Look below for the line that contains "const building = new", then copy it and each following line exactly, through and including the line that contains "M68,372L95,435L42,456L17,393Z".

==== EXERCISE DATA

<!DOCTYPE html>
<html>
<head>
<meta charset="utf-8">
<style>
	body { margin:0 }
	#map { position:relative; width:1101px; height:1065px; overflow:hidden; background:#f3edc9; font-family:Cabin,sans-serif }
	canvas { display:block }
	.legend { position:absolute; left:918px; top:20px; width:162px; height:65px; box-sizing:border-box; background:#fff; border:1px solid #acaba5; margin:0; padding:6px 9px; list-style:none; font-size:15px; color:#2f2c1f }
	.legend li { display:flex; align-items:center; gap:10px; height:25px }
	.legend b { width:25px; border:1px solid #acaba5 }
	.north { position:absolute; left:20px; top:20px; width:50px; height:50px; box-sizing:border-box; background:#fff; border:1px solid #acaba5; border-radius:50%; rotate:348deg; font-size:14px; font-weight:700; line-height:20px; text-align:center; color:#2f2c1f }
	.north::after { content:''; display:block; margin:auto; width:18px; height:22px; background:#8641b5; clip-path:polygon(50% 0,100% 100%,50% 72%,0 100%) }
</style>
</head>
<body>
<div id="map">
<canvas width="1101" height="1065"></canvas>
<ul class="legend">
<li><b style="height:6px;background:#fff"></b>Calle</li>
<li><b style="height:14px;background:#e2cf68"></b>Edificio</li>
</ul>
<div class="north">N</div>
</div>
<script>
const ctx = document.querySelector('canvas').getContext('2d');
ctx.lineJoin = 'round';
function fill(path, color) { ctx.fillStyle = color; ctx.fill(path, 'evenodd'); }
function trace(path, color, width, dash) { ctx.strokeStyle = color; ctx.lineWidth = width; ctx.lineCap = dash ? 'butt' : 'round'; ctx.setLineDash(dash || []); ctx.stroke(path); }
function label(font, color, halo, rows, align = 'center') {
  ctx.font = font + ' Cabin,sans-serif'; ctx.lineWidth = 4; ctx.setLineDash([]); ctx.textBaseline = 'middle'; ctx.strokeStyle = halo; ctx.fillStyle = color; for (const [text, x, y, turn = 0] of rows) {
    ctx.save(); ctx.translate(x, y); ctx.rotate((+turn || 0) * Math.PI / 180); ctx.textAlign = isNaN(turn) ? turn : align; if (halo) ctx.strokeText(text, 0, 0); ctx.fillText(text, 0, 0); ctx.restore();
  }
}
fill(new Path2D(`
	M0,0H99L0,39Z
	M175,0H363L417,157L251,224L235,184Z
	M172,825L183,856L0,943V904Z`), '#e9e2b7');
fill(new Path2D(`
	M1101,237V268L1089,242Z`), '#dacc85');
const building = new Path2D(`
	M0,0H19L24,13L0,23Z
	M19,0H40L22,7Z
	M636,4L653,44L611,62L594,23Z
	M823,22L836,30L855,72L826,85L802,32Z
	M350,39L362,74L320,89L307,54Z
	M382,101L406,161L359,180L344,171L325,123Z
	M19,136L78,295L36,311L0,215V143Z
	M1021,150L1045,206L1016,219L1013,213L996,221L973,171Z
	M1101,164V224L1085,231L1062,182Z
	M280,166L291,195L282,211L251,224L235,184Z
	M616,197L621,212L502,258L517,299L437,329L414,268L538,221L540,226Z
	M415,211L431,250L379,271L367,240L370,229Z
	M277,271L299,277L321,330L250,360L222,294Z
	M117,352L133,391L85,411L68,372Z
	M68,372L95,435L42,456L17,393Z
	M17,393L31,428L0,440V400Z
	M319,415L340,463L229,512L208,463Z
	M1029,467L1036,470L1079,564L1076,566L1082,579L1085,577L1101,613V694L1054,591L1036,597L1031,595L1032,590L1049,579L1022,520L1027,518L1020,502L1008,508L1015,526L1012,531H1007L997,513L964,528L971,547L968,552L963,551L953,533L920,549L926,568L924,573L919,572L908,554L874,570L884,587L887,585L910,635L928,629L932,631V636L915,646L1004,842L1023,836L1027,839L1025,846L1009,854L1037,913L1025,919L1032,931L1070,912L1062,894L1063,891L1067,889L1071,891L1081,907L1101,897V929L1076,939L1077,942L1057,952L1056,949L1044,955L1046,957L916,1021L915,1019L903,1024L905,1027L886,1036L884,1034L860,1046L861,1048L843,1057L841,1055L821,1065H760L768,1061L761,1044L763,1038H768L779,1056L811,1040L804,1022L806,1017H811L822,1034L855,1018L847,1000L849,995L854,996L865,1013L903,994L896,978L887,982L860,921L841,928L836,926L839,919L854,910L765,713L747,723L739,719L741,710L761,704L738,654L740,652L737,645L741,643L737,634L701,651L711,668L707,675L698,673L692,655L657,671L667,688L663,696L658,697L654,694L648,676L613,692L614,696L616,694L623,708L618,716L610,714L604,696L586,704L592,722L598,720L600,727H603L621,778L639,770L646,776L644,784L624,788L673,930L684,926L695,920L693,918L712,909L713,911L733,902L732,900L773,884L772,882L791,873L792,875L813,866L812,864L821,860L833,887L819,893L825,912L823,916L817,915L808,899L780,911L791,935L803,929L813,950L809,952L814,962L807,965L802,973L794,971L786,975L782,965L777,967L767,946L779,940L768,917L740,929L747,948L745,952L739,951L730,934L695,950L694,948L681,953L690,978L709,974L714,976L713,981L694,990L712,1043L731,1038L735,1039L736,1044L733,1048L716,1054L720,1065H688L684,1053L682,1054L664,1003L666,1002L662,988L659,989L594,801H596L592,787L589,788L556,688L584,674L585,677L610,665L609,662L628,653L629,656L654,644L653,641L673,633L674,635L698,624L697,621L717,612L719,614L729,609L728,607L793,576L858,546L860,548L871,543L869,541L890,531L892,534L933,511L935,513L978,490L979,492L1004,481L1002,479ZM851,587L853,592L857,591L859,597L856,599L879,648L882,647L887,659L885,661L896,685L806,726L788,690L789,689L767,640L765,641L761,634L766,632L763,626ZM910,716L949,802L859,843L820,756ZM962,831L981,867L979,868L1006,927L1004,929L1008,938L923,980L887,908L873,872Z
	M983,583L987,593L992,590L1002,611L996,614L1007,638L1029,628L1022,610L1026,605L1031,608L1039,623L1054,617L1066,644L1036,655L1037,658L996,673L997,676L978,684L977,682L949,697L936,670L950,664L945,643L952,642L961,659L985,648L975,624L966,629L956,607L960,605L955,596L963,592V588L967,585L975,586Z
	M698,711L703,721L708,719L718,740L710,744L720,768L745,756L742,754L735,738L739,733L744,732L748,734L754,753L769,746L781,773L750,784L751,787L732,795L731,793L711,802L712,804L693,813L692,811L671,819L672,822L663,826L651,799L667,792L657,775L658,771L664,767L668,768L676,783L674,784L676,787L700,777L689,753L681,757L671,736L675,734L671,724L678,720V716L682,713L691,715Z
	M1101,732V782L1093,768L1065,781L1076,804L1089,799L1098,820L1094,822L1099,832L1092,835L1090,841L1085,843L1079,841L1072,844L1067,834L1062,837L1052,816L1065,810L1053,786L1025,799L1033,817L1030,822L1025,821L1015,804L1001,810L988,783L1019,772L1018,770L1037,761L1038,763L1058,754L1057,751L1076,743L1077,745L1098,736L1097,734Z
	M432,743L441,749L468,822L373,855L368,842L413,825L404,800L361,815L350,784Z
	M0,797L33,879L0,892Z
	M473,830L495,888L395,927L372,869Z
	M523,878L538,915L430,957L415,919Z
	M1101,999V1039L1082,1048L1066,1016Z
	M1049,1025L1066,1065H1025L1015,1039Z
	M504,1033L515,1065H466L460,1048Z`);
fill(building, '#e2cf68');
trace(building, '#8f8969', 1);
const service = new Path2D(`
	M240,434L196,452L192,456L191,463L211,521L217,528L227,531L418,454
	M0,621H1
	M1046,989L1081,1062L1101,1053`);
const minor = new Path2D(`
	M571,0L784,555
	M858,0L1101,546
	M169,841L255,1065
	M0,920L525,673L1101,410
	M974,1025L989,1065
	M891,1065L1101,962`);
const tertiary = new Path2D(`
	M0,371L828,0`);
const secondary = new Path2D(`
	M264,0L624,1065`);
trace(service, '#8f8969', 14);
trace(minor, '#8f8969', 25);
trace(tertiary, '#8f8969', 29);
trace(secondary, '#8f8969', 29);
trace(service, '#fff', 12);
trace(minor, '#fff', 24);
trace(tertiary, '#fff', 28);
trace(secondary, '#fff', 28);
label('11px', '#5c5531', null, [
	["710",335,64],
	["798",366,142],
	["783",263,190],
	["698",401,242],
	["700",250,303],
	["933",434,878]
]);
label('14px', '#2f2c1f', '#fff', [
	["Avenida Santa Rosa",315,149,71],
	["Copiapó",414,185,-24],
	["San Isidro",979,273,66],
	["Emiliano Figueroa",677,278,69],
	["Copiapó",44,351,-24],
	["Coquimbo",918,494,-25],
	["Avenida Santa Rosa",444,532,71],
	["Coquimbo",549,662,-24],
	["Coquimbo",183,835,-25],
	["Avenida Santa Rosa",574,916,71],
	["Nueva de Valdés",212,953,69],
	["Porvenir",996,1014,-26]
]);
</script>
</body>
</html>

========

YOUR RESPONSE »
const building = new Path2D(`
	M0,0H19L24,13L0,23Z
	M19,0H40L22,7Z
	M636,4L653,44L611,62L594,23Z
	M823,22L836,30L855,72L826,85L802,32Z
	M350,39L362,74L320,89L307,54Z
	M382,101L406,161L359,180L344,171L325,123Z
	M19,136L78,295L36,311L0,215V143Z
	M1021,150L1045,206L1016,219L1013,213L996,221L973,171Z
	M1101,164V224L1085,231L1062,182Z
	M280,166L291,195L282,211L251,224L235,184Z
	M616,197L621,212L502,258L517,299L437,329L414,268L538,221L540,226Z
	M415,211L431,250L379,271L367,240L370,229Z
	M277,271L299,277L321,330L250,360L222,294Z
	M117,352L133,391L85,411L68,372Z
	M68,372L95,435L42,456L17,393Z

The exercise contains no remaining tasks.